1. Automation vs augmentation trends

 

Dashboard page: AI Economic Index - Automation vs Augmentation Trends

 

The automation vs augmentation trends track the overall split between fully automated interactions and human augmented interactions across five Anthropic datasets releases from February 2025 through March 2026. Automation captures patterns where Claude drives task completion, either by handling a task end-to-end with minimal input (directive), or by running within a feedback loop where the user steps in only as needed (feedback loops). On the other hand, augmentation captures patterns where Claude plays a supporting role, such as helping users learn (learning), iterating on work together (task iteration), or validating outputs the user has already produced (validation). 

 

The data shows a clear arc: automation surged in mid‑2025, peaking at 49.1% in September, nearly overtaking augmentation. This period likely coincides with the release of more capable models and broader workforce integration. However, from January 2026 onward, augmentation reasserted its dominance, reaching 52.8% by March. The trend suggests that organizations initially leaned into aggressive automation but have since recalibrated toward hybrid workflows, recognizing that many tasks still benefit from human judgment layered on top of AI assistance.

 

By breaking down automation and augmentation components, we see that:

  • Directive automation expanded significantly (+5.8 pp), reflecting the rise of agentic AI systems capable of executing multi‑step tasks with minimal human input. Its September 2025 peak at 38.8% has since moderated, consistent with the broader automation correction.

  • Feedback Loop automation declined (−2.8 pp), suggesting that higher‑quality first‑pass AI outputs are reducing the need for rapid back‑and‑forth correction cycles.

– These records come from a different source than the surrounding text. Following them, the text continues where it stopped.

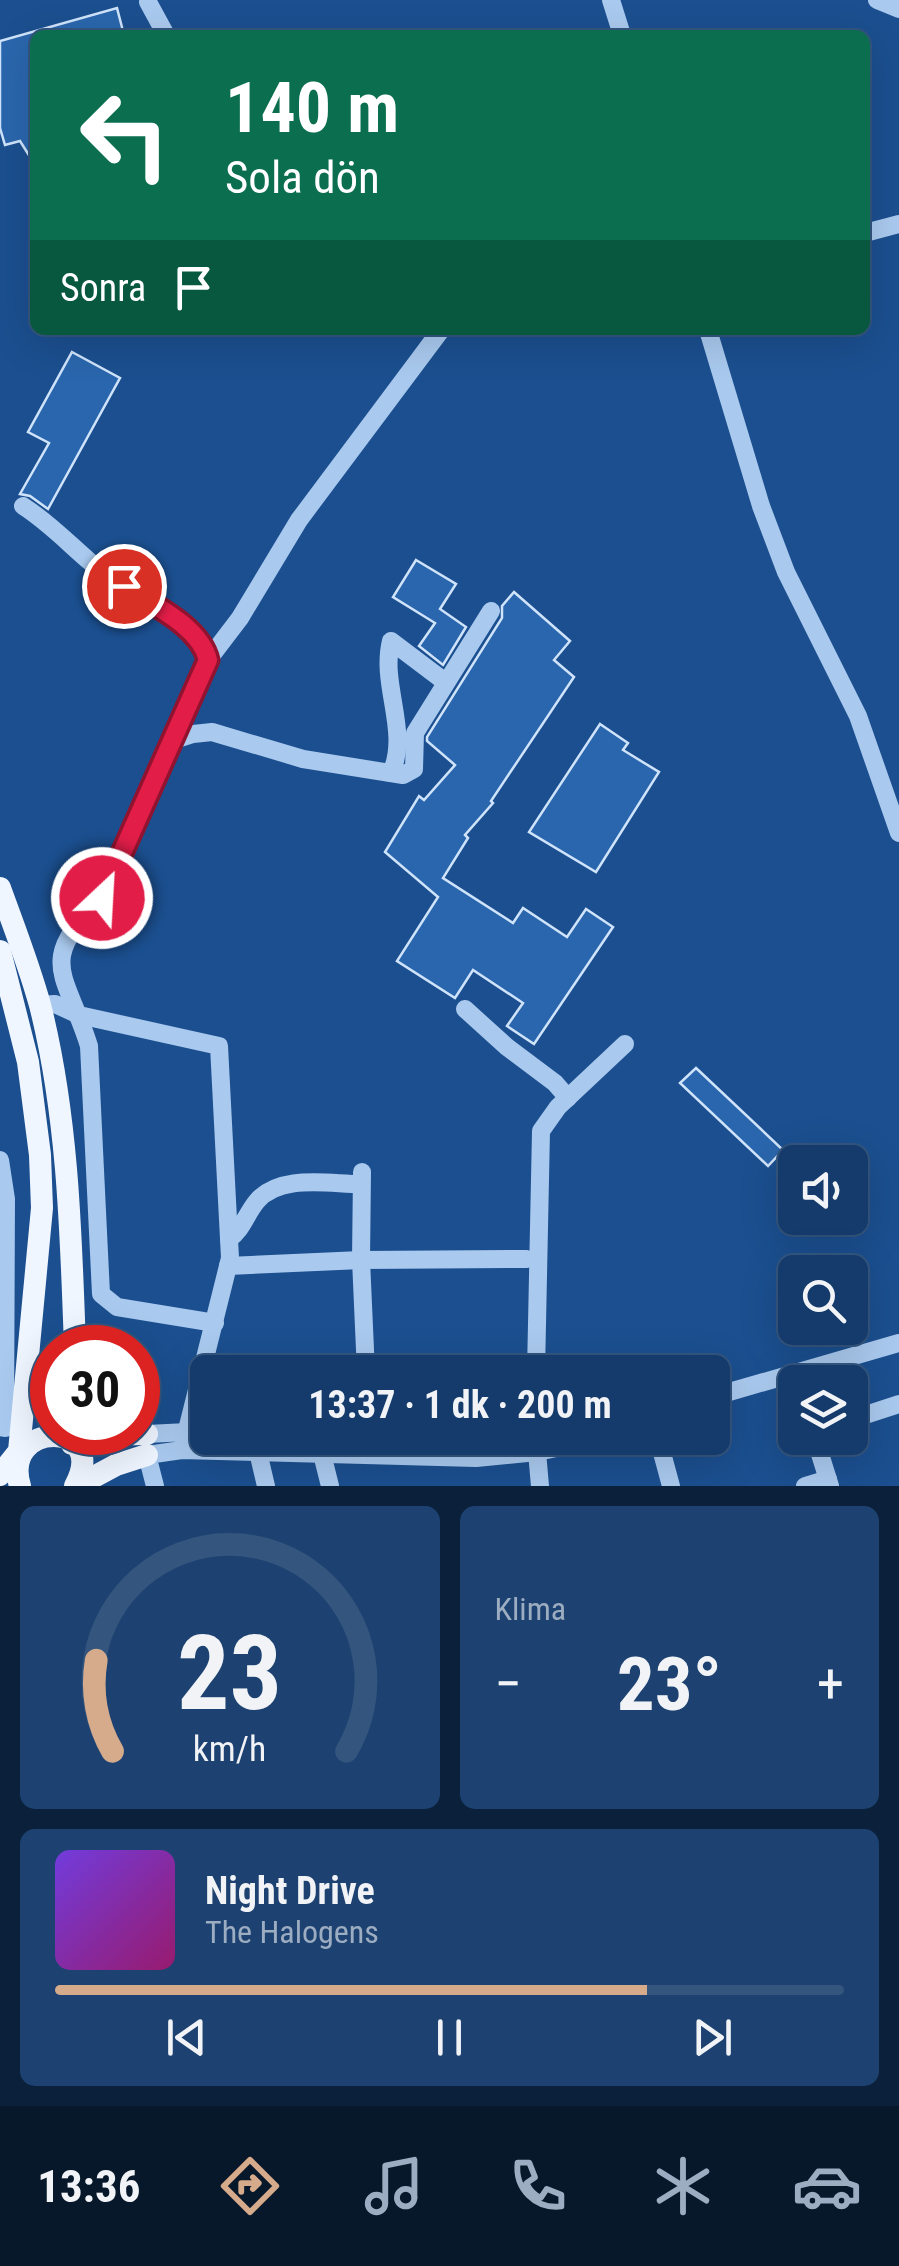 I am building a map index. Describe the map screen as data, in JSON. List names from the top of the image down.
{
  "page": {
    "turn": ["140 m", "Sola dön"],
    "then": "Sonra",
    "limit": "30",
    "trip": "13:37 · 1 dk · 200 m",
    "tile": "Klima",
    "heat": ["−", "23°", "+"],
    "song": ["Night Drive", "The Halogens"],
    "tabs": "13:36",
    "gauge": ["23", "km/h"]
  }
} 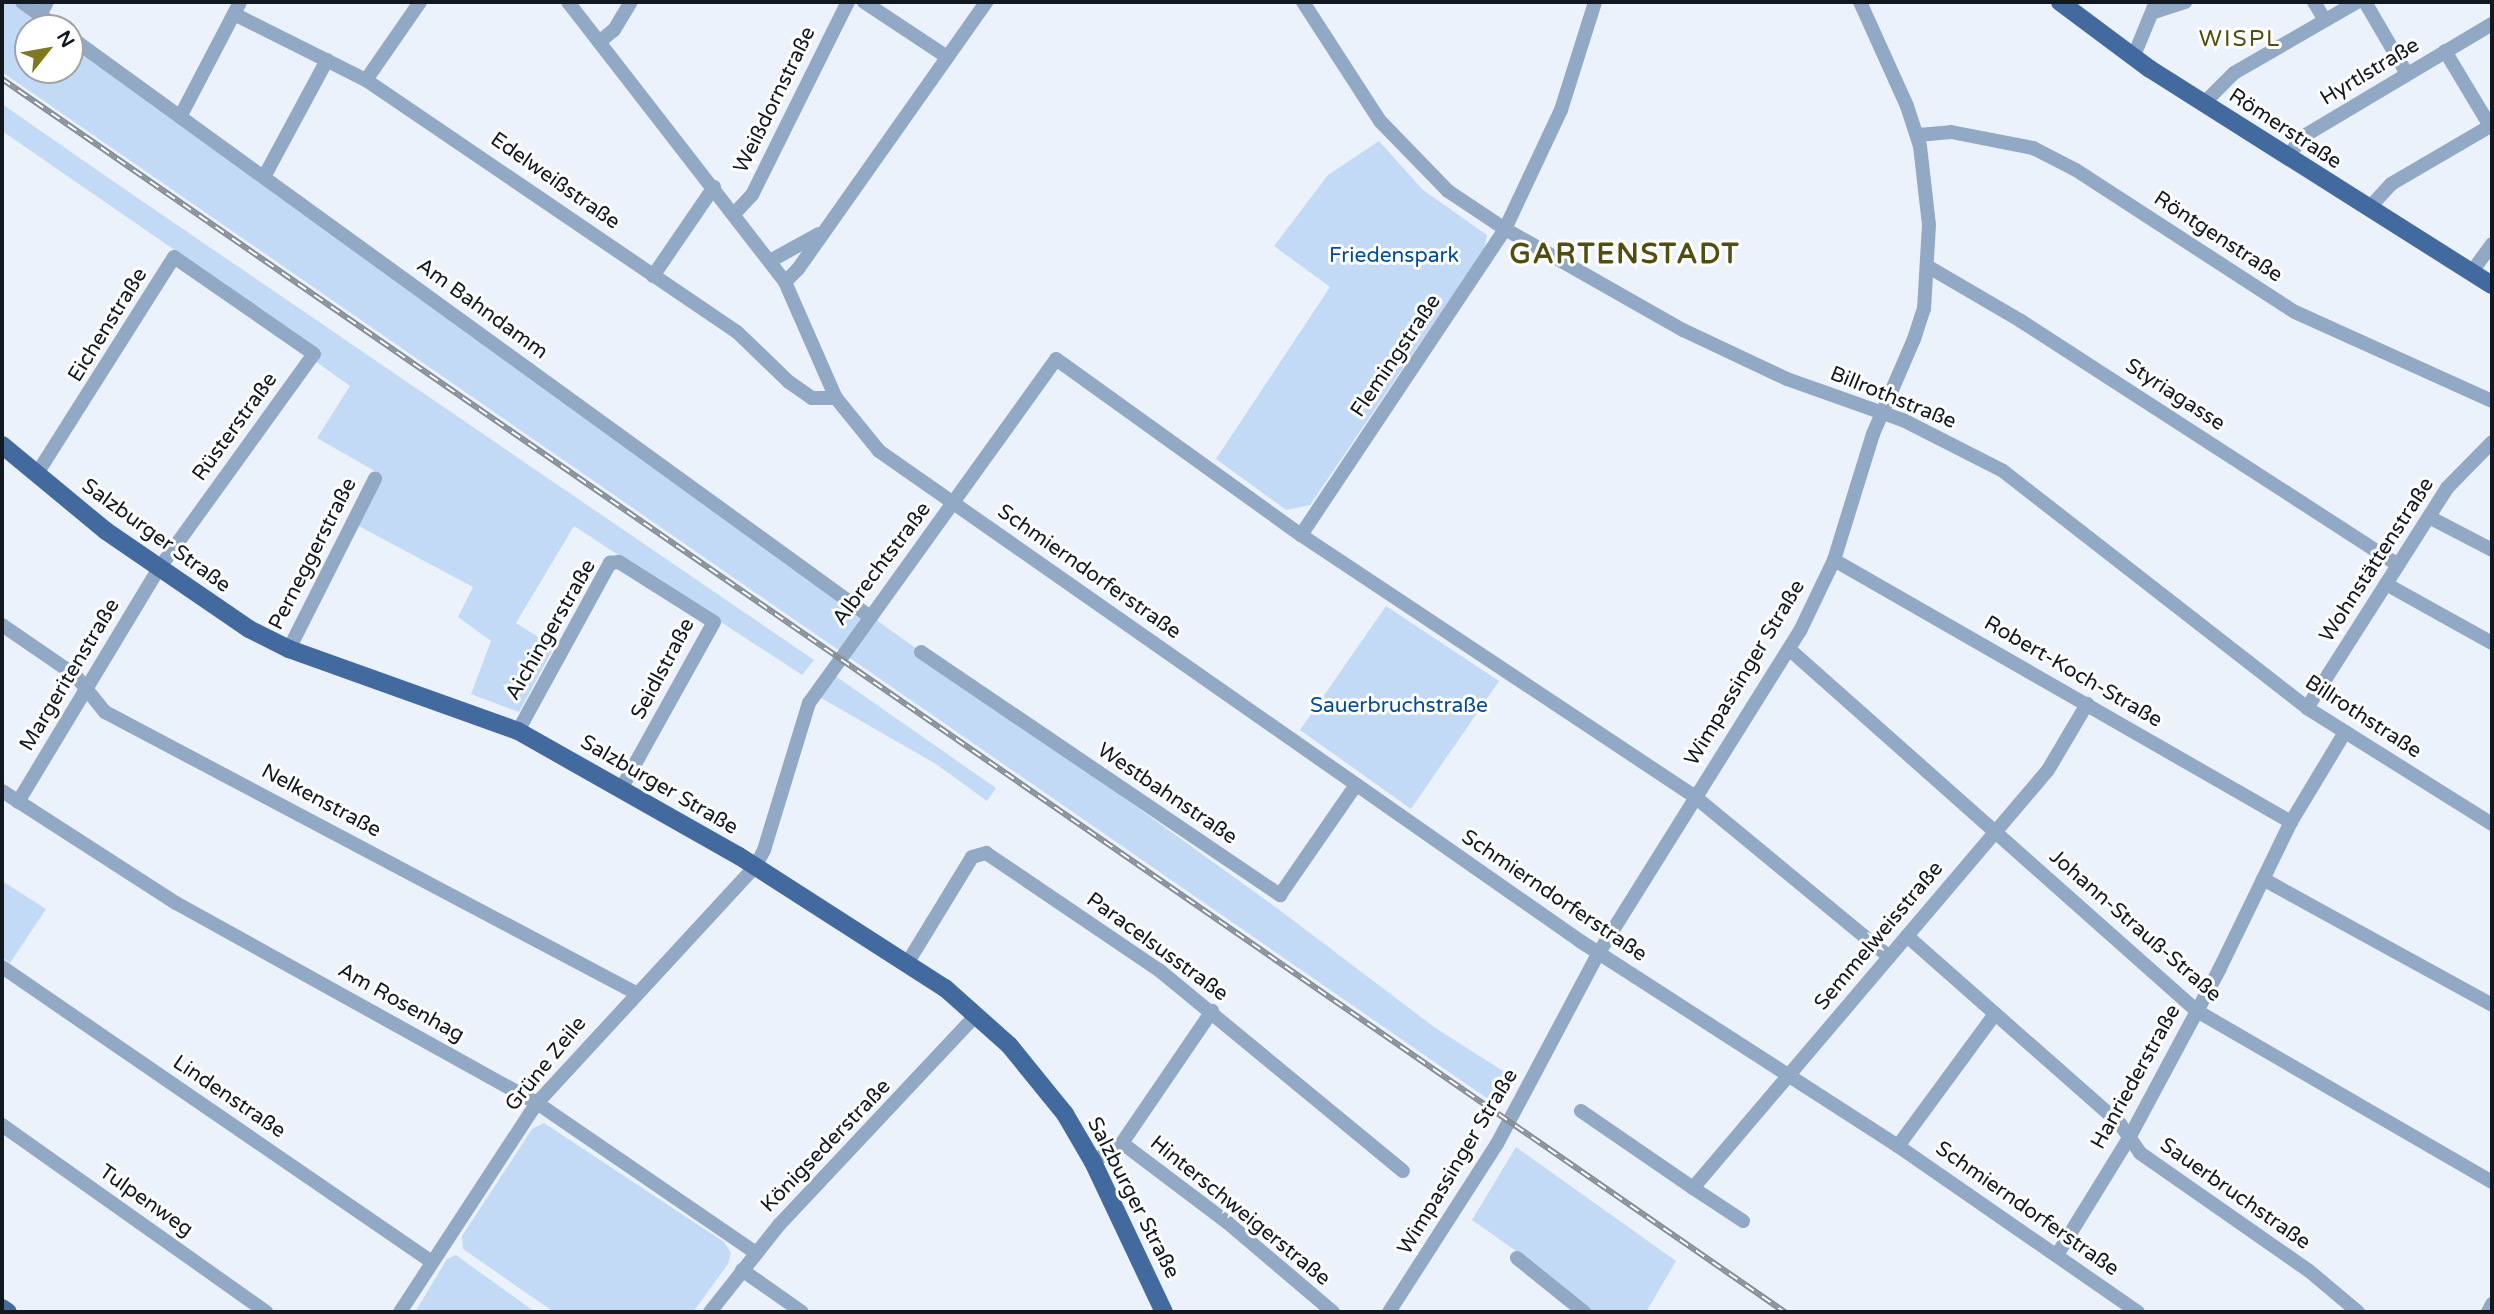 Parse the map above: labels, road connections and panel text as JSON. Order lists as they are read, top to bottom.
{
  "streets": {
    "main road": ["Römerstraße", "Salzburger Straße"],
    "street": [
      "Hyrtlstraße",
      "Weißdornstraße",
      "Edelweißstraße",
      "Röntgenstraße",
      "Am Bahndamm",
      "Eichenstraße",
      "Flemingstraße",
      "Styriagasse",
      "Billrothstraße",
      "Rüsterstraße",
      "Perneggerstraße",
      "Wohnstättenstraße",
      "Albrechtstraße",
      "Schmierndorferstraße",
      "Aichingerstraße",
      "Seidlstraße",
      "Robert-Koch-Straße",
      "Wimpassinger Straße",
      "Margeritenstraße",
      "Westbahnstraße",
      "Nelkenstraße",
      "Johann-Strauß-Straße",
      "Semmelweisstraße",
      "Paracelsusstraße",
      "Am Rosenhag",
      "Grüne Zeile",
      "Hanriederstraße",
      "Lindenstraße",
      "Königsederstraße",
      "Sauerbruchstraße",
      "Tulpenweg",
      "Hinterschweigerstraße"
    ]
  },
  "crossings": [
    ["Hyrtlstraße", "Römerstraße"],
    ["Weißdornstraße", "Albrechtstraße"],
    ["Edelweißstraße", "Albrechtstraße"],
    ["Röntgenstraße", "Wimpassinger Straße"],
    ["Am Bahndamm", "Albrechtstraße"],
    ["Eichenstraße", "Rüsterstraße"],
    ["Eichenstraße", "Salzburger Straße"],
    ["Flemingstraße", "Billrothstraße"],
    ["Styriagasse", "Wohnstättenstraße"],
    ["Styriagasse", "Wimpassinger Straße"],
    ["Billrothstraße", "Wohnstättenstraße"],
    ["Billrothstraße", "Wimpassinger Straße"],
    ["Billrothstraße", "Hanriederstraße"],
    ["Rüsterstraße", "Salzburger Straße"],
    ["Rüsterstraße", "Margeritenstraße"],
    ["Salzburger Straße", "Perneggerstraße"],
    ["Salzburger Straße", "Albrechtstraße"],
    ["Salzburger Straße", "Aichingerstraße"],
    ["Salzburger Straße", "Seidlstraße"],
    ["Salzburger Straße", "Margeritenstraße"],
    ["Salzburger Straße", "Paracelsusstraße"],
    ["Salzburger Straße", "Grüne Zeile"],
    ["Salzburger Straße", "Königsederstraße"],
    ["Salzburger Straße", "Hinterschweigerstraße"],
    ["Albrechtstraße", "Schmierndorferstraße"],
    ["Albrechtstraße", "Grüne Zeile"],
    ["Schmierndorferstraße", "Wimpassinger Straße"],
    ["Schmierndorferstraße", "Westbahnstraße"],
    ["Schmierndorferstraße", "Semmelweisstraße"],
    ["Schmierndorferstraße", "Hanriederstraße"],
    ["Aichingerstraße", "Seidlstraße"],
    ["Robert-Koch-Straße", "Wimpassinger Straße"],
    ["Robert-Koch-Straße", "Semmelweisstraße"],
    ["Robert-Koch-Straße", "Hanriederstraße"],
    ["Wimpassinger Straße", "Johann-Strauß-Straße"],
    ["Margeritenstraße", "Nelkenstraße"],
    ["Margeritenstraße", "Am Rosenhag"],
    ["Nelkenstraße", "Grüne Zeile"],
    ["Johann-Strauß-Straße", "Semmelweisstraße"],
    ["Johann-Strauß-Straße", "Hanriederstraße"],
    ["Semmelweisstraße", "Sauerbruchstraße"],
    ["Paracelsusstraße", "Hinterschweigerstraße"],
    ["Am Rosenhag", "Grüne Zeile"],
    ["Am Rosenhag", "Königsederstraße"],
    ["Grüne Zeile", "Lindenstraße"],
    ["Hanriederstraße", "Sauerbruchstraße"]
  ],
  "districts": ["WISPL", "GARTENSTADT"],
  "parks": ["Friedenspark", "Sauerbruchstraße"],
  "north": "top right"
}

  • Task Iteration, the most prevalent augmentation pattern, has declined from its February 2025 high but remains the second‑largest sub‑type at 25.6%, affirming working side‑by‑side with AI has become a regular part of how people get things done.

  • Validation has grown steadily from 2.7% to 4.9%, which means a 79% relative increase. It indicates that having AI double‑check human tasks is becoming a common way of working.

  • Learning has remained stable (22.5% to 22.4%), suggesting AI‑assisted learning is a steady‑state behavior rather than a trend in flux.

 

2. Usage share trends

 

Dashboard page: AI Economic Index - Usage Share Trends

 

This dataset tracks how AI use is spread across 13 major job groups over five reporting periods. In simple terms, it shows which professions are leaning more into AI and which ones are slowing down as adoption spreads across the workforce.

 

By March 2026, the picture looks like this:

  • Computer & Mathematical jobs still lead with 30.9%, but their share has dropped from 37.2% as other fields catch up.

  • Education has grown strongly, now at 12.9% (up from 9.3%).

  • Sales more than doubled its share to 4.7%, showing rapid adoption in customer‑facing work.

  • Office & Administrative Support rose to 9.0%, reflecting growing use of AI for routine tasks.

  • Healthcare and Community Services also show steady gains.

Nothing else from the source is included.